• TASK TO CARRY OUT
What you return should be every line of the material, unchanged.

• INFORMATION SUPPLIED
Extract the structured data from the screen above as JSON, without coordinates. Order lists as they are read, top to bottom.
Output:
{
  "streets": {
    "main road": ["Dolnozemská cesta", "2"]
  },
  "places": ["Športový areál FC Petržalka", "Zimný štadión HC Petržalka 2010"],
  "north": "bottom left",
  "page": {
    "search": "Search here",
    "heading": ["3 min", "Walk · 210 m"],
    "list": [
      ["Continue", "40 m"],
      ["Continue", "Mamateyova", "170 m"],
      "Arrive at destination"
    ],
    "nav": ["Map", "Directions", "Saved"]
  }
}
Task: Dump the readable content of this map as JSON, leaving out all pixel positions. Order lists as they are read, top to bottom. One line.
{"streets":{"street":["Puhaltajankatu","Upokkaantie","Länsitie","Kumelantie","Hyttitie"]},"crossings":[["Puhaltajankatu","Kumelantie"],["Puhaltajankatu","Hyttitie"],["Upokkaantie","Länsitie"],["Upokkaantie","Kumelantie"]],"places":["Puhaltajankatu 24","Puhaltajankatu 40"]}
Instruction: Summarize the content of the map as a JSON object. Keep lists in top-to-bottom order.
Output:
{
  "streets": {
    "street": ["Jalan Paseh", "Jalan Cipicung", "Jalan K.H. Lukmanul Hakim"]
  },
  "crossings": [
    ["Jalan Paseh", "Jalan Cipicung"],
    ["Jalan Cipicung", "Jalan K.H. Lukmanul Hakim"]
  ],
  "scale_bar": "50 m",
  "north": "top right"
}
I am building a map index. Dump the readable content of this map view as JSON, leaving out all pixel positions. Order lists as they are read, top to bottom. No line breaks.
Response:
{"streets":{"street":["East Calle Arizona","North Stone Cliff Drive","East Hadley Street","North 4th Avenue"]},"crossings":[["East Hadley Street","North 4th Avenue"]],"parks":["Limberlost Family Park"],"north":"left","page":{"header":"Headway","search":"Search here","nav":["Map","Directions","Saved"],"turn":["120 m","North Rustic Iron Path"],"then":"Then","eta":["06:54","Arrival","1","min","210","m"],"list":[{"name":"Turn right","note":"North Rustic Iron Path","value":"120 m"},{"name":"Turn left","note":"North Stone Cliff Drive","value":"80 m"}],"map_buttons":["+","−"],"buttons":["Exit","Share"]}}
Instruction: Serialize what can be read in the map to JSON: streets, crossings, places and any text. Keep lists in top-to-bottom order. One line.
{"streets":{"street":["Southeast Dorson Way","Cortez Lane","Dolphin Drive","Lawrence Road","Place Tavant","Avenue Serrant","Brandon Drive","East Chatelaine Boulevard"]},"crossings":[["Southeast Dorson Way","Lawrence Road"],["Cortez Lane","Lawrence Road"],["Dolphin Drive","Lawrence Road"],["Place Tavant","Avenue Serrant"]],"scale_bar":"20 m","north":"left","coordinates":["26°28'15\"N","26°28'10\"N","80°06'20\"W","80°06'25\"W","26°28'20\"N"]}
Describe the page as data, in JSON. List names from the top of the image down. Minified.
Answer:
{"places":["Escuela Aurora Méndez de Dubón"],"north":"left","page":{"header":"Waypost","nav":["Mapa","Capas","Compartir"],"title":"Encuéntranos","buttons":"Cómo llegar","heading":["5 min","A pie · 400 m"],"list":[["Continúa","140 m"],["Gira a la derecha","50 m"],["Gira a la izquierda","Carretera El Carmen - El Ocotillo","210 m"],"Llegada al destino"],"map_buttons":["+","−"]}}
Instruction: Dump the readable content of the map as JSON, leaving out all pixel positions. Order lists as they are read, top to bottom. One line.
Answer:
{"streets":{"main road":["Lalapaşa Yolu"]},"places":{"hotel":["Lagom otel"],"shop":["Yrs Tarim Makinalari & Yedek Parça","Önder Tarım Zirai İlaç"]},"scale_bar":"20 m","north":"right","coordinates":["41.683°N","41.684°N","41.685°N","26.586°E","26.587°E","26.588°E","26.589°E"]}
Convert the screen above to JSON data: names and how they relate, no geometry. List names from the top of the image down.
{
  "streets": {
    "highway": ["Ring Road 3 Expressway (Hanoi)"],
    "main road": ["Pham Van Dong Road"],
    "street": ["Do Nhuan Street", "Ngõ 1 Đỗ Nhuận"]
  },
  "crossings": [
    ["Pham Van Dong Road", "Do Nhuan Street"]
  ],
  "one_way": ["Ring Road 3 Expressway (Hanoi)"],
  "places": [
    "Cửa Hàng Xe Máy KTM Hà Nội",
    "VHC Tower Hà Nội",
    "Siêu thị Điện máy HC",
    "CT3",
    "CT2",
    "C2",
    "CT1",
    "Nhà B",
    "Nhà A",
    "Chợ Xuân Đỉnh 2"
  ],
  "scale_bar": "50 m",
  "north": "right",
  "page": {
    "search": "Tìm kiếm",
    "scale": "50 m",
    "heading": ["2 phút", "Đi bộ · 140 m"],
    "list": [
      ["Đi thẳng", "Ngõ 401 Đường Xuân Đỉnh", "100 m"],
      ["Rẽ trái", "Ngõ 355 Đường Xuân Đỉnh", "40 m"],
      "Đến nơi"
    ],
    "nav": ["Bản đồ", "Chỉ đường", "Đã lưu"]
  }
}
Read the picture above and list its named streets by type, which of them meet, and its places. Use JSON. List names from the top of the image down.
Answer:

• WRITTEN ANSWER
Extract the structured data from the screen above as JSON, without coordinates. Order lists as they are read, top to bottom.
Output:
{
  "streets": {
    "main road": ["Dolnozemská cesta", "2"]
  },
  "places": ["Športový areál FC Petržalka", "Zimný štadión HC Petržalka 2010"],
  "north": "bottom left",
  "page": {
    "search": "Search here",
    "heading": ["3 min", "Walk · 210 m"],
    "list": [
      ["Continue", "40 m"],
      ["Continue", "Mamateyova", "170 m"],
      "Arrive at destination"
    ],
    "nav": ["Map", "Directions", "Saved"]
  }
}
Task: Dump the readable content of this map as JSON, leaving out all pixel positions. Order lists as they are read, top to bottom. One line.
{"streets":{"street":["Puhaltajankatu","Upokkaantie","Länsitie","Kumelantie","Hyttitie"]},"crossings":[["Puhaltajankatu","Kumelantie"],["Puhaltajankatu","Hyttitie"],["Upokkaantie","Länsitie"],["Upokkaantie","Kumelantie"]],"places":["Puhaltajankatu 24","Puhaltajankatu 40"]}
Instruction: Summarize the content of the map as a JSON object. Keep lists in top-to-bottom order.
Output:
{
  "streets": {
    "street": ["Jalan Paseh", "Jalan Cipicung", "Jalan K.H. Lukmanul Hakim"]
  },
  "crossings": [
    ["Jalan Paseh", "Jalan Cipicung"],
    ["Jalan Cipicung", "Jalan K.H. Lukmanul Hakim"]
  ],
  "scale_bar": "50 m",
  "north": "top right"
}
I am building a map index. Dump the readable content of this map view as JSON, leaving out all pixel positions. Order lists as they are read, top to bottom. No line breaks.
Response:
{"streets":{"street":["East Calle Arizona","North Stone Cliff Drive","East Hadley Street","North 4th Avenue"]},"crossings":[["East Hadley Street","North 4th Avenue"]],"parks":["Limberlost Family Park"],"north":"left","page":{"header":"Headway","search":"Search here","nav":["Map","Directions","Saved"],"turn":["120 m","North Rustic Iron Path"],"then":"Then","eta":["06:54","Arrival","1","min","210","m"],"list":[{"name":"Turn right","note":"North Rustic Iron Path","value":"120 m"},{"name":"Turn left","note":"North Stone Cliff Drive","value":"80 m"}],"map_buttons":["+","−"],"buttons":["Exit","Share"]}}
Instruction: Serialize what can be read in the map to JSON: streets, crossings, places and any text. Keep lists in top-to-bottom order. One line.
{"streets":{"street":["Southeast Dorson Way","Cortez Lane","Dolphin Drive","Lawrence Road","Place Tavant","Avenue Serrant","Brandon Drive","East Chatelaine Boulevard"]},"crossings":[["Southeast Dorson Way","Lawrence Road"],["Cortez Lane","Lawrence Road"],["Dolphin Drive","Lawrence Road"],["Place Tavant","Avenue Serrant"]],"scale_bar":"20 m","north":"left","coordinates":["26°28'15\"N","26°28'10\"N","80°06'20\"W","80°06'25\"W","26°28'20\"N"]}
Describe the page as data, in JSON. List names from the top of the image down. Minified.
Answer:
{"places":["Escuela Aurora Méndez de Dubón"],"north":"left","page":{"header":"Waypost","nav":["Mapa","Capas","Compartir"],"title":"Encuéntranos","buttons":"Cómo llegar","heading":["5 min","A pie · 400 m"],"list":[["Continúa","140 m"],["Gira a la derecha","50 m"],["Gira a la izquierda","Carretera El Carmen - El Ocotillo","210 m"],"Llegada al destino"],"map_buttons":["+","−"]}}
Instruction: Dump the readable content of the map as JSON, leaving out all pixel positions. Order lists as they are read, top to bottom. One line.
Answer:
{"streets":{"main road":["Lalapaşa Yolu"]},"places":{"hotel":["Lagom otel"],"shop":["Yrs Tarim Makinalari & Yedek Parça","Önder Tarım Zirai İlaç"]},"scale_bar":"20 m","north":"right","coordinates":["41.683°N","41.684°N","41.685°N","26.586°E","26.587°E","26.588°E","26.589°E"]}
Convert the screen above to JSON data: names and how they relate, no geometry. List names from the top of the image down.
{
  "streets": {
    "highway": ["Ring Road 3 Expressway (Hanoi)"],
    "main road": ["Pham Van Dong Road"],
    "street": ["Do Nhuan Street", "Ngõ 1 Đỗ Nhuận"]
  },
  "crossings": [
    ["Pham Van Dong Road", "Do Nhuan Street"]
  ],
  "one_way": ["Ring Road 3 Expressway (Hanoi)"],
  "places": [
    "Cửa Hàng Xe Máy KTM Hà Nội",
    "VHC Tower Hà Nội",
    "Siêu thị Điện máy HC",
    "CT3",
    "CT2",
    "C2",
    "CT1",
    "Nhà B",
    "Nhà A",
    "Chợ Xuân Đỉnh 2"
  ],
  "scale_bar": "50 m",
  "north": "right",
  "page": {
    "search": "Tìm kiếm",
    "scale": "50 m",
    "heading": ["2 phút", "Đi bộ · 140 m"],
    "list": [
      ["Đi thẳng", "Ngõ 401 Đường Xuân Đỉnh", "100 m"],
      ["Rẽ trái", "Ngõ 355 Đường Xuân Đỉnh", "40 m"],
      "Đến nơi"
    ],
    "nav": ["Bản đồ", "Chỉ đường", "Đã lưu"]
  }
}
Read the picture above and list its named streets by type, which of them meet, and its places. Use JSON. List names from the top of the image down.
Answer:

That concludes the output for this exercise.